── Materials provided ──

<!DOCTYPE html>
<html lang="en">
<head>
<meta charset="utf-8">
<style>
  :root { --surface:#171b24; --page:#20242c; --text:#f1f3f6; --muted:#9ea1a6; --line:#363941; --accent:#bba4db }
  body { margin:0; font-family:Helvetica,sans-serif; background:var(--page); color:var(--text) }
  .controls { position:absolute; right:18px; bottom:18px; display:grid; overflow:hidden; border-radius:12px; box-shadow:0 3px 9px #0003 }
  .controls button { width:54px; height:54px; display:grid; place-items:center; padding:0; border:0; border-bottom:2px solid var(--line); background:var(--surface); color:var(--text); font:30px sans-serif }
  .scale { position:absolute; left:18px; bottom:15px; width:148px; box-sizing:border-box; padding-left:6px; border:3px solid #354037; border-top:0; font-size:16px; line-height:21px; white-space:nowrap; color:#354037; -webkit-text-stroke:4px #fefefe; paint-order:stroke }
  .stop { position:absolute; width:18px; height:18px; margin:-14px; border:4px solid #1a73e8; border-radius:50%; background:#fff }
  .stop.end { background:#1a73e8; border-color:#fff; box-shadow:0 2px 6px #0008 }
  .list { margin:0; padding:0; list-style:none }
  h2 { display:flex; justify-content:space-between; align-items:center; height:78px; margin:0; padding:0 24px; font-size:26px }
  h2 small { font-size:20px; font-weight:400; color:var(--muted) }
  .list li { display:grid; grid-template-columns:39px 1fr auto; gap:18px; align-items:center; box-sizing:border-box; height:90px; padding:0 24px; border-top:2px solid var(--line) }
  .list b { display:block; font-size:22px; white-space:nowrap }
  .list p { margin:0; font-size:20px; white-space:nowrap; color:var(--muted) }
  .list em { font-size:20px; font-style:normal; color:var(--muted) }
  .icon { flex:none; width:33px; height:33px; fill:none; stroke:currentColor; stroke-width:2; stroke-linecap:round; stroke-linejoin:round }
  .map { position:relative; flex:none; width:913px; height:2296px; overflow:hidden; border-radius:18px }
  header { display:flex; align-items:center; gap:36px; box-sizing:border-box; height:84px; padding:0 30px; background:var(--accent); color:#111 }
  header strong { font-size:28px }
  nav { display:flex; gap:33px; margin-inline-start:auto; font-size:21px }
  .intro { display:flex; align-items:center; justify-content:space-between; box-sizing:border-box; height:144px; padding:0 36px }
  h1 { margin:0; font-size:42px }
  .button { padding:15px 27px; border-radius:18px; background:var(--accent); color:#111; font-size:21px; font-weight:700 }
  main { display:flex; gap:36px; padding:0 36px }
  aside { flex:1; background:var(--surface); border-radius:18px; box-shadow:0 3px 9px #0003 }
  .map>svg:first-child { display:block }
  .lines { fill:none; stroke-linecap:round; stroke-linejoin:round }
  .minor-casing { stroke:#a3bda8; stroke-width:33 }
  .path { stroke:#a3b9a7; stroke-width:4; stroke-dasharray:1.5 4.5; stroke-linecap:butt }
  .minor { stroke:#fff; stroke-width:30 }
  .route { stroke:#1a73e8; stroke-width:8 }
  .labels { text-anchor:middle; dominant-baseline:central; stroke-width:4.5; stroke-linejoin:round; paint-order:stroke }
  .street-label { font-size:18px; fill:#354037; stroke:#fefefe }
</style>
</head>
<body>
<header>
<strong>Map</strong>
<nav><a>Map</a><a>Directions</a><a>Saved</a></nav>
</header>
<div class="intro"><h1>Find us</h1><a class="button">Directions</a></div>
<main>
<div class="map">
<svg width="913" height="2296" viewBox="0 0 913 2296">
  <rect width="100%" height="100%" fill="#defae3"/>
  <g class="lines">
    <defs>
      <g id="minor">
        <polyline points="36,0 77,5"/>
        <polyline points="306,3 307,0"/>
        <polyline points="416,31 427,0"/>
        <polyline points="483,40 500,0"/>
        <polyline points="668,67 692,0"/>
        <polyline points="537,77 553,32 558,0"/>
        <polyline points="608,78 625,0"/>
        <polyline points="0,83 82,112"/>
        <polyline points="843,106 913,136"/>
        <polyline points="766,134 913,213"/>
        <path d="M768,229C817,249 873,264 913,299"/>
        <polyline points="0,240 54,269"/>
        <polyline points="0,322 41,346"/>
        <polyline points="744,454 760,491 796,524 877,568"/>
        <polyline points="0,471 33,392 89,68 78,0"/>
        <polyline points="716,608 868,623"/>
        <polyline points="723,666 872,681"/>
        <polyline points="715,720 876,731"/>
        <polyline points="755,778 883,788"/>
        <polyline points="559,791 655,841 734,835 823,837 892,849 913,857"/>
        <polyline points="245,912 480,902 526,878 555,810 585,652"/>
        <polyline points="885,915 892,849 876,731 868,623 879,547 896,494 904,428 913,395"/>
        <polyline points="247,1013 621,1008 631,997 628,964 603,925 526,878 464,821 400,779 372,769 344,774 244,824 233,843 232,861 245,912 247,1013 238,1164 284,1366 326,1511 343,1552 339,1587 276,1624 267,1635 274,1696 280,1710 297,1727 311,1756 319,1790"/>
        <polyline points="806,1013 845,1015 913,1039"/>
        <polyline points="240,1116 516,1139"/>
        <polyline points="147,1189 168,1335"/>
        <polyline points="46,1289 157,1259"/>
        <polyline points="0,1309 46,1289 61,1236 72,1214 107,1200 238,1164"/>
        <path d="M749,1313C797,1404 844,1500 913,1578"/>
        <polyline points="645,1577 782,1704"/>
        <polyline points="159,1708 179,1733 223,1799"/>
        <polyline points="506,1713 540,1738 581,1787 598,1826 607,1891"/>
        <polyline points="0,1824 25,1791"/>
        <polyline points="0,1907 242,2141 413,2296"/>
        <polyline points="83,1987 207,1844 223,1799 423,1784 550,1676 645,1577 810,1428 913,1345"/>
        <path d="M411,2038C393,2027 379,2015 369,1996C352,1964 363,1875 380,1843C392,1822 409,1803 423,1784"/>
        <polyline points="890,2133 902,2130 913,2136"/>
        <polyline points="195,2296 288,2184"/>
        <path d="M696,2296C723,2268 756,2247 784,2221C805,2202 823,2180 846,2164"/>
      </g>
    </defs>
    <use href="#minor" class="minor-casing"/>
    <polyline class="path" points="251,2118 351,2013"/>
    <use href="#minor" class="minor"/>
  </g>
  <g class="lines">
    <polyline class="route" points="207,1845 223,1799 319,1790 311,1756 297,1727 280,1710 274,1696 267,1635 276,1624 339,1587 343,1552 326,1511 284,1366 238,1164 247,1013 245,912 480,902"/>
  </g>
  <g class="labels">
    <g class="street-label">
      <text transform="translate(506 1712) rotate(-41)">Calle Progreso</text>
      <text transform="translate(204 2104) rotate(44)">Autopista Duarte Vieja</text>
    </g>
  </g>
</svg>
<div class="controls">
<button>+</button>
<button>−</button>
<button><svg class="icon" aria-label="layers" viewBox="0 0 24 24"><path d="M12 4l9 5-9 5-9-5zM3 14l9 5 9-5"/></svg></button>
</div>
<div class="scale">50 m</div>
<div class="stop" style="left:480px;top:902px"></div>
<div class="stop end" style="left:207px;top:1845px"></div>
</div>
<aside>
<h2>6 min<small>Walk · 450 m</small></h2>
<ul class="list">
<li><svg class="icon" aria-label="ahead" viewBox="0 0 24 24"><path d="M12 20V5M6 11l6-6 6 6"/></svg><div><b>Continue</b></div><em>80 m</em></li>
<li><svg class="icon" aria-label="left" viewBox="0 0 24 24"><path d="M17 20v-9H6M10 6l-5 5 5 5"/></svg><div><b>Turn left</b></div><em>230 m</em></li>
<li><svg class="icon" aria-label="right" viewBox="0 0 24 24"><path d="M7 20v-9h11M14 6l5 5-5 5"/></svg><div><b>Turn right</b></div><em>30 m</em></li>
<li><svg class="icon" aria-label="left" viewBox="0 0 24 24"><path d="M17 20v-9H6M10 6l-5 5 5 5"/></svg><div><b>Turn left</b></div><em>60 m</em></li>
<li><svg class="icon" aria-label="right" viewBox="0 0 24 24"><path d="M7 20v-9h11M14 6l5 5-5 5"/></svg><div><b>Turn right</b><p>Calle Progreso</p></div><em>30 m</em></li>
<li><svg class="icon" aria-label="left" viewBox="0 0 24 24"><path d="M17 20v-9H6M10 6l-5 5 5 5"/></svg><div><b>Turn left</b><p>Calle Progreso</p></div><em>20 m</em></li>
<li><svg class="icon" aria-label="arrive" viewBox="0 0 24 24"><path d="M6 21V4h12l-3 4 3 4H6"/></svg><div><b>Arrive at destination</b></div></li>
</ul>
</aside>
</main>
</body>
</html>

───

Try it: Filter the records above for lines with "solid".

Solved problem:
  .controls button { width:54px; height:54px; display:grid; place-items:center; padding:0; border:0; border-bottom:2px solid var(--line); background:var(--surface); color:var(--text); font:30px sans-serif }
  .scale { position:absolute; left:18px; bottom:15px; width:148px; box-sizing:border-box; padding-left:6px; border:3px solid #354037; border-top:0; font-size:16px; line-height:21px; white-space:nowrap; color:#354037; -webkit-text-stroke:4px #fefefe; paint-order:stroke }
  .stop { position:absolute; width:18px; height:18px; margin:-14px; border:4px solid #1a73e8; border-radius:50%; background:#fff }
  .list li { display:grid; grid-template-columns:39px 1fr auto; gap:18px; align-items:center; box-sizing:border-box; height:90px; padding:0 24px; border-top:2px solid var(--line) }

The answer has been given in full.